Saved entries
##############################
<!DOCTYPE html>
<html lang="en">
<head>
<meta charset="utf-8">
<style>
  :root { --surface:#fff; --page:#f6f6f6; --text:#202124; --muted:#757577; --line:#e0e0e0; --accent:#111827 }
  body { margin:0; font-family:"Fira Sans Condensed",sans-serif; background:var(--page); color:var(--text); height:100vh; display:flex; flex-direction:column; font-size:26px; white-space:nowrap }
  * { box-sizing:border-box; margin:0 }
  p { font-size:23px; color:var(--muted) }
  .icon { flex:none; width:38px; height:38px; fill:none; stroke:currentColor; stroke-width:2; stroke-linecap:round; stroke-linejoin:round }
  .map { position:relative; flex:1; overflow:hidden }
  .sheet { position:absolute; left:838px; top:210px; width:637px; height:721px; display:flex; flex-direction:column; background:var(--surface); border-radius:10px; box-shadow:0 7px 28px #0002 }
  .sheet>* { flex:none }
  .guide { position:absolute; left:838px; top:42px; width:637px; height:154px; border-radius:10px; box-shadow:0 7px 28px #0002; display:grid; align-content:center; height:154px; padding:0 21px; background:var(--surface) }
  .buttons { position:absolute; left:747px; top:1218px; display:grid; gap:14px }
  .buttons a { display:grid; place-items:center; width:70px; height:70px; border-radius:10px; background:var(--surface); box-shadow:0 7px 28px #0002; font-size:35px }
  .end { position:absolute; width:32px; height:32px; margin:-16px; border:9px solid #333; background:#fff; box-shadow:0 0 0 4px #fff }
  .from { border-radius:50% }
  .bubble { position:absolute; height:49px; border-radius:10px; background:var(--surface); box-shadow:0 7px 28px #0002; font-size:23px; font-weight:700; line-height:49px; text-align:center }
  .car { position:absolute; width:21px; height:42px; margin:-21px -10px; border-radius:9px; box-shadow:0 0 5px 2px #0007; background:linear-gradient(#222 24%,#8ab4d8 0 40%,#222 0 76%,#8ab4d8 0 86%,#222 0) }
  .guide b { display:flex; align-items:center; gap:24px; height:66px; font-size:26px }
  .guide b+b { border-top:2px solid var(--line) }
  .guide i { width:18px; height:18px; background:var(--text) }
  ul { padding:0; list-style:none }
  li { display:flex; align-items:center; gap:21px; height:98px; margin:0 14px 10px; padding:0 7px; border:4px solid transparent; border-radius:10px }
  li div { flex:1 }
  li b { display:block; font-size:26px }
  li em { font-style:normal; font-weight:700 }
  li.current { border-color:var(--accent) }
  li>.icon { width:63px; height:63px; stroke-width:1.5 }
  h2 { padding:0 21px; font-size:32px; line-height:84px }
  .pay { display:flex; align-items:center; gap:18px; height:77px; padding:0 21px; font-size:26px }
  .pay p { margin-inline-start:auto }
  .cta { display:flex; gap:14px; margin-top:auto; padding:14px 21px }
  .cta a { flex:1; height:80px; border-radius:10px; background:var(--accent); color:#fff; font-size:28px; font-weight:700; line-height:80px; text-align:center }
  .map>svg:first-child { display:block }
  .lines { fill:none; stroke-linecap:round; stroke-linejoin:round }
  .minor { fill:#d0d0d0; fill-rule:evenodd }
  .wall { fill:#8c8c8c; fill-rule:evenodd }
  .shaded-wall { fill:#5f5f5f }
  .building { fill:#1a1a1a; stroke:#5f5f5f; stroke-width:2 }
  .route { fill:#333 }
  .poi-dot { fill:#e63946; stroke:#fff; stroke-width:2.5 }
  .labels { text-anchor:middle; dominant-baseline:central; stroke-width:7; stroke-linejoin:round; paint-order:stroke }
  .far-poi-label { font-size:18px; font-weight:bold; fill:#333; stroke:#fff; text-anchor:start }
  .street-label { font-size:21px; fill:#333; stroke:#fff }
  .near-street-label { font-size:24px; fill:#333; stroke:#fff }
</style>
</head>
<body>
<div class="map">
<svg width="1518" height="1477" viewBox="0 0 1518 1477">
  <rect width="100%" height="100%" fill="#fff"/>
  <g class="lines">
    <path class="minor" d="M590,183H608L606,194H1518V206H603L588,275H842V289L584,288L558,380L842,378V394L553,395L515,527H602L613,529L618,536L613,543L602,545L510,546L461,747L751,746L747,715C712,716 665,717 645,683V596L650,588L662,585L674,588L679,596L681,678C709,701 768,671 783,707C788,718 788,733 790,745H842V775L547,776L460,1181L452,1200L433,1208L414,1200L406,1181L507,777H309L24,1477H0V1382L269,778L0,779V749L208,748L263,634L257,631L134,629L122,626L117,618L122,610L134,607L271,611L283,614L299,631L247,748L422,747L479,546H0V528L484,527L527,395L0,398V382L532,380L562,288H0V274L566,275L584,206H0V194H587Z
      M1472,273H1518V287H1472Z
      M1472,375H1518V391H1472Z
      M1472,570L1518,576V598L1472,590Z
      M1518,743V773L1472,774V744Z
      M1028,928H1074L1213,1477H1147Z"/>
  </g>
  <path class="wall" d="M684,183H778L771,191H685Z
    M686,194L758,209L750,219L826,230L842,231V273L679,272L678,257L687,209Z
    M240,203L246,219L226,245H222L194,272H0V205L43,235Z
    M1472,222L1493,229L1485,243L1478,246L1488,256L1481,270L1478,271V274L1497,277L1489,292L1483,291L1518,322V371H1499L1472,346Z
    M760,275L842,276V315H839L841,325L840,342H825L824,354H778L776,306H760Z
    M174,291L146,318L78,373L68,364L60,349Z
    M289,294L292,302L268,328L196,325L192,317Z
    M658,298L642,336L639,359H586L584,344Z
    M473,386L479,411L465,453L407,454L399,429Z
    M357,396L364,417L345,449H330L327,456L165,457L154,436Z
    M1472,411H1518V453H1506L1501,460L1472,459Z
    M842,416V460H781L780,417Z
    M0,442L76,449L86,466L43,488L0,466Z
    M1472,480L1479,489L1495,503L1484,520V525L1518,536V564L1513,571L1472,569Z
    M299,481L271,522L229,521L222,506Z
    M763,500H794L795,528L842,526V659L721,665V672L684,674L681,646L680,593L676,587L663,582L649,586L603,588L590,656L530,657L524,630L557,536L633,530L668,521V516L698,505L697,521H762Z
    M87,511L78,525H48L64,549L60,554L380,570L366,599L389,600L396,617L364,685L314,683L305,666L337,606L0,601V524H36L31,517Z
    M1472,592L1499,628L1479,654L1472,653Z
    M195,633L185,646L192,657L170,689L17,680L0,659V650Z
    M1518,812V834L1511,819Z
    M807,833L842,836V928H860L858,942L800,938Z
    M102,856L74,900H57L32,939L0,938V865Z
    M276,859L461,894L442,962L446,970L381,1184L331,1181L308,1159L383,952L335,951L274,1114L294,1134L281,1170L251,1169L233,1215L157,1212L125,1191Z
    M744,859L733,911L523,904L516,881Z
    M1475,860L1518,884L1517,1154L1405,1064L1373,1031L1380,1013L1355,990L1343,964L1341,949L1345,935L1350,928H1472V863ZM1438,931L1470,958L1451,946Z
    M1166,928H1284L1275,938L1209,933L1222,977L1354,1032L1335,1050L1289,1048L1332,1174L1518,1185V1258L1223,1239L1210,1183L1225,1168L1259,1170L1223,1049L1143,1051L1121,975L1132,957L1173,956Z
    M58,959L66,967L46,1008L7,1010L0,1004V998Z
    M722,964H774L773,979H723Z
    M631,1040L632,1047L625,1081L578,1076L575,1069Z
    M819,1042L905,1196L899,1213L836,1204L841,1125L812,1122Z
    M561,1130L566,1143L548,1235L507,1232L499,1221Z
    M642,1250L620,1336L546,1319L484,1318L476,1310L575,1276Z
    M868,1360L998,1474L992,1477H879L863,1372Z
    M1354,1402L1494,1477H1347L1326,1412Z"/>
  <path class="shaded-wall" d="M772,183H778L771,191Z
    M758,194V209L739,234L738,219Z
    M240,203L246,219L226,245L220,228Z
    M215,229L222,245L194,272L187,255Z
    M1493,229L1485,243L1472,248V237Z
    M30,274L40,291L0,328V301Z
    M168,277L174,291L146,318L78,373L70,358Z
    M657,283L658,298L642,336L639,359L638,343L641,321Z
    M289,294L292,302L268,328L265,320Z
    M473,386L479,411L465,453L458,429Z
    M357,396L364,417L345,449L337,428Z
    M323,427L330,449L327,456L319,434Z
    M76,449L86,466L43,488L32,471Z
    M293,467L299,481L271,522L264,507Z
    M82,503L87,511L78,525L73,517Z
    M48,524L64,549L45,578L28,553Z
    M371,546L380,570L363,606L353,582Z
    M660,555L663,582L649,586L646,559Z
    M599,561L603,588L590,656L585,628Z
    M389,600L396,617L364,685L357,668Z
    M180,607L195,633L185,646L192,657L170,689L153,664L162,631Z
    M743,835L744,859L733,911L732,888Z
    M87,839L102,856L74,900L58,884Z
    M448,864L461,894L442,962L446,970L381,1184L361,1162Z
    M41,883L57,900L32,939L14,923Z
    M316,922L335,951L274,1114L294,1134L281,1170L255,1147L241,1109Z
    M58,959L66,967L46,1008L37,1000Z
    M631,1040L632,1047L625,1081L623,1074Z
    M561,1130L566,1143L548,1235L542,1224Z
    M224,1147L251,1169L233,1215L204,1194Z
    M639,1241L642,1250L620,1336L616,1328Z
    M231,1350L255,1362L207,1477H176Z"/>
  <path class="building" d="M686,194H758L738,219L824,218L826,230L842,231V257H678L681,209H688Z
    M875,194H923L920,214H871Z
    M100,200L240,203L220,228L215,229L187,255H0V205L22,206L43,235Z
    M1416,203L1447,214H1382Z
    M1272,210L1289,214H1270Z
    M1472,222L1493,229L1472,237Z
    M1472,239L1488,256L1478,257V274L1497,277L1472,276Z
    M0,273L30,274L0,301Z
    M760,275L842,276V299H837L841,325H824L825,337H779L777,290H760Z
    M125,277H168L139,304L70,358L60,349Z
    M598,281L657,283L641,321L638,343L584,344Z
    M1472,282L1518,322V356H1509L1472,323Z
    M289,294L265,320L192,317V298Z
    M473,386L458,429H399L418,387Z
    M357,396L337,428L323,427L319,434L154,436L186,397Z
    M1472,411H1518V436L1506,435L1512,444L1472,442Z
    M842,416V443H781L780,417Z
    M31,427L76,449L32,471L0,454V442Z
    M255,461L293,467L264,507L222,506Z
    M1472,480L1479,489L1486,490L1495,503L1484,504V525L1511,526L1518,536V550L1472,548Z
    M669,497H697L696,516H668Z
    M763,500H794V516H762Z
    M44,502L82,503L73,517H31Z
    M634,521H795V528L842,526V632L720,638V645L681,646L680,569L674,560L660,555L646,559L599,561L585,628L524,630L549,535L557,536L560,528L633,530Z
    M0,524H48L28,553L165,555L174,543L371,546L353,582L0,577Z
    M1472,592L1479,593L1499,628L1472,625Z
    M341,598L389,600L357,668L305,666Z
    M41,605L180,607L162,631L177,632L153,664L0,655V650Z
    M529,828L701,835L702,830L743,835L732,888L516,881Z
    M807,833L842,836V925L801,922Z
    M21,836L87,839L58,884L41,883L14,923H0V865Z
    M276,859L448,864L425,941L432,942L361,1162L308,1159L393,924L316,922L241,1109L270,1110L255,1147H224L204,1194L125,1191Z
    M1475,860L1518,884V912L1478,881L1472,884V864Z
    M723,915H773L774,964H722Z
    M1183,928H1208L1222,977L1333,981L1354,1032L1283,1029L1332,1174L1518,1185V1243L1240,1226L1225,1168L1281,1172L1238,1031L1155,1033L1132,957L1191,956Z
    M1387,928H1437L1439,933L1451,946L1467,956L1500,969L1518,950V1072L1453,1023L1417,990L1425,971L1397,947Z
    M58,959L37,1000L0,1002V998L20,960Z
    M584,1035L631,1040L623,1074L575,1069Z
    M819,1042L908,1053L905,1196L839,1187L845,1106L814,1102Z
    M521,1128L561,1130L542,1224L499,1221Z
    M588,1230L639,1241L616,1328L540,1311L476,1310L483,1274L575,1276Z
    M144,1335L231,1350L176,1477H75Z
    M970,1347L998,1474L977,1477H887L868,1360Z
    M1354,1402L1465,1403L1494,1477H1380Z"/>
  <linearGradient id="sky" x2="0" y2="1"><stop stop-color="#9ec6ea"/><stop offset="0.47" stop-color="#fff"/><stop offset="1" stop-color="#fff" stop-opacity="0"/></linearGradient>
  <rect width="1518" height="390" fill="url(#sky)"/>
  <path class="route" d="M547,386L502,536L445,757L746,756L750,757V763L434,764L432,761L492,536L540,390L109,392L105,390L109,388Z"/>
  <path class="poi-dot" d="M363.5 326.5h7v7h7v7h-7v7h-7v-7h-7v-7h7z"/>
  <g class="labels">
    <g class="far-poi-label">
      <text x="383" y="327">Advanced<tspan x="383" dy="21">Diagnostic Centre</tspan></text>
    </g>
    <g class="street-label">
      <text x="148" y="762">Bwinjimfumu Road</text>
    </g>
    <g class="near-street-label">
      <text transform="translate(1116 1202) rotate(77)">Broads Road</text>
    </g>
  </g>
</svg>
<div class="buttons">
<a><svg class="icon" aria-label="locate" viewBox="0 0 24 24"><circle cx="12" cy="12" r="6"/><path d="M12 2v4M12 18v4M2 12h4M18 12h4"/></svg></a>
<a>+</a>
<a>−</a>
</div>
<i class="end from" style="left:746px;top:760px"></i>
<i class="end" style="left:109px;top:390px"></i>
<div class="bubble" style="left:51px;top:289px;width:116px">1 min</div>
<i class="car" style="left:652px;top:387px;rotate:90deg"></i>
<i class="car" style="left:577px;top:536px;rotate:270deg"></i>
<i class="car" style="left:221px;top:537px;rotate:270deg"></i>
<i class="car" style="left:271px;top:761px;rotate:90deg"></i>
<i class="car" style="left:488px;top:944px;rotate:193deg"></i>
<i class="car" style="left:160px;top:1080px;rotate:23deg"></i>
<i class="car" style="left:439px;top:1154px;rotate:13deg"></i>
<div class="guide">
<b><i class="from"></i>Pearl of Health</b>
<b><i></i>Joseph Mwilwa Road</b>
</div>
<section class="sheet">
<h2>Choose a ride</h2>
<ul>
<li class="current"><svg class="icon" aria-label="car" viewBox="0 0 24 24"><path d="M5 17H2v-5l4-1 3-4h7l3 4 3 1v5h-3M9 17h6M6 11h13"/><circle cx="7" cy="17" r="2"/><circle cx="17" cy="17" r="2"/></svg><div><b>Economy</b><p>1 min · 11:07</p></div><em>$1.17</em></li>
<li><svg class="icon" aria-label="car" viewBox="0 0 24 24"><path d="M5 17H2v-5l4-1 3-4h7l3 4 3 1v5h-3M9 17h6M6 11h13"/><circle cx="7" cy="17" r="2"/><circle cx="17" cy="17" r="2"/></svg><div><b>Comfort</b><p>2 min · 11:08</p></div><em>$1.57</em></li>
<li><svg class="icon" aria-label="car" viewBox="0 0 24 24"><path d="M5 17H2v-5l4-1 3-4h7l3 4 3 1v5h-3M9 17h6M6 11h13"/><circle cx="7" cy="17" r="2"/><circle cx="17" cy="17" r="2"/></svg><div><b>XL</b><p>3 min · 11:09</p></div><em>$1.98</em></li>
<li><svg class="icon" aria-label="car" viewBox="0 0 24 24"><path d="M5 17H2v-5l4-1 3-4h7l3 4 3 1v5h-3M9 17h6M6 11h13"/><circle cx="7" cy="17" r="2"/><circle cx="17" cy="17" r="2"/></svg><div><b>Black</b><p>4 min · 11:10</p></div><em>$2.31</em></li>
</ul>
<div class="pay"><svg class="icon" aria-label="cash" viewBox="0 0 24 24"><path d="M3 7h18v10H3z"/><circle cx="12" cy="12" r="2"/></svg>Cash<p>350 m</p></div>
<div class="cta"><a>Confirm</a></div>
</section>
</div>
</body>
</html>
##############################
TASK INSTRUCTIONS :: Please output the exact lines of the records above, beginning with the first and stopping after the line that holds "background:var(--page); color:var(--text); height:100vh;", and nothing else.

RESULT OF THIS EXERCISE ::
<!DOCTYPE html>
<html lang="en">
<head>
<meta charset="utf-8">
<style>
  :root { --surface:#fff; --page:#f6f6f6; --text:#202124; --muted:#757577; --line:#e0e0e0; --accent:#111827 }
  body { margin:0; font-family:"Fira Sans Condensed",sans-serif; background:var(--page); color:var(--text); height:100vh; display:flex; flex-direction:column; font-size:26px; white-space:nowrap }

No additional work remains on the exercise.